(What is needed) Nothing but a number should be given: the count of lines in the data that include the string "note".

[Saved data entries]
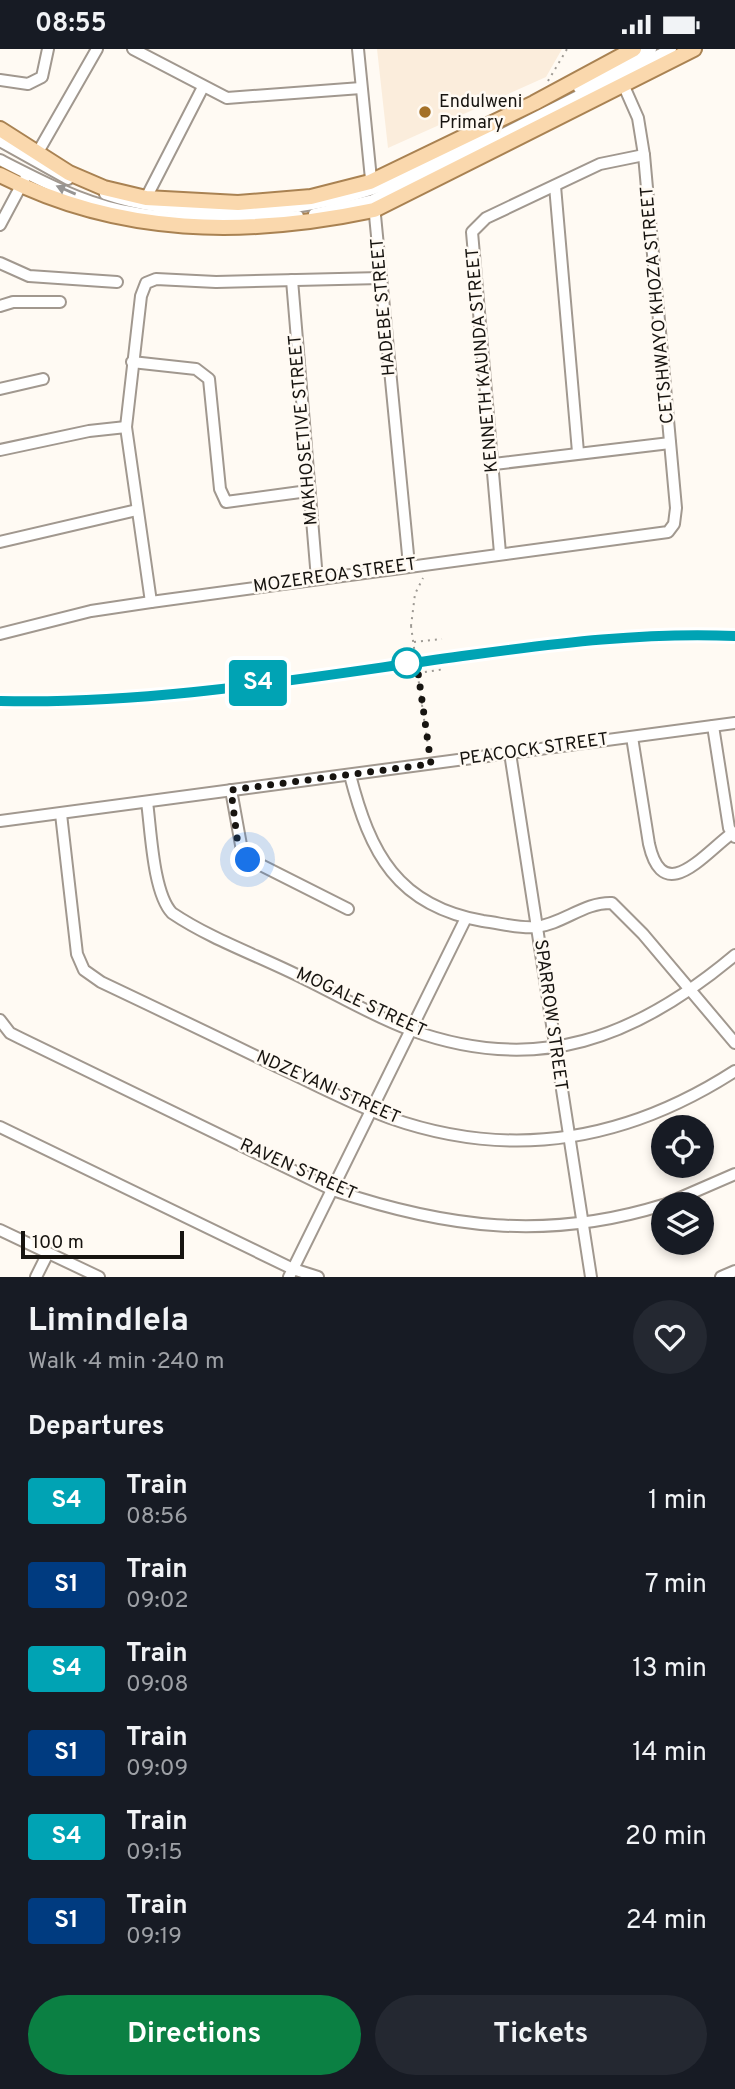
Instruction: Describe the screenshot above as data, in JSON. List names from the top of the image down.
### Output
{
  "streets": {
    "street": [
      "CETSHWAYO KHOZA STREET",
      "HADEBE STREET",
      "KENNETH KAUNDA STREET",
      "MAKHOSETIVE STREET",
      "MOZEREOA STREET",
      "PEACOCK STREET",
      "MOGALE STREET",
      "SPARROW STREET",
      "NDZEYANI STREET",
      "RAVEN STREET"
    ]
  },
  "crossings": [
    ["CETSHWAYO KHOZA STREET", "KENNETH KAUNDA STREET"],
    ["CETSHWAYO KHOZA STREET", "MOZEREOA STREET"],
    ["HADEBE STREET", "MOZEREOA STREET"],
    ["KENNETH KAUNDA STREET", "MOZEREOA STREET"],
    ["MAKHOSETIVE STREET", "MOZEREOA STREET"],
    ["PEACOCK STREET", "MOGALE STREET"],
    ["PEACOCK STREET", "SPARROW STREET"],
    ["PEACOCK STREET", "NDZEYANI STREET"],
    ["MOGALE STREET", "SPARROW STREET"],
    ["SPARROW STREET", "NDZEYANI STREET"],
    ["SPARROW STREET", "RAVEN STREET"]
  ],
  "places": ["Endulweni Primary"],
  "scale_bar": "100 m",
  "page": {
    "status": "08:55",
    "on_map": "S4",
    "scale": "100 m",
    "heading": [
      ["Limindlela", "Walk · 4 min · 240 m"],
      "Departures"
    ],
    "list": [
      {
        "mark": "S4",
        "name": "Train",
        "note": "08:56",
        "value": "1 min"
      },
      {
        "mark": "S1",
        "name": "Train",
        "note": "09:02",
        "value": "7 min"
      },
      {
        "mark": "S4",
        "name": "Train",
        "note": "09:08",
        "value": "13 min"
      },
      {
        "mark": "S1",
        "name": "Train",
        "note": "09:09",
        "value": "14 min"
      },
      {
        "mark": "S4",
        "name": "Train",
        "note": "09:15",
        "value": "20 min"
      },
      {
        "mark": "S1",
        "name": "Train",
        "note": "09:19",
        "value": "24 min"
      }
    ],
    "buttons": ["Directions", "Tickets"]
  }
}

(The completed task) 6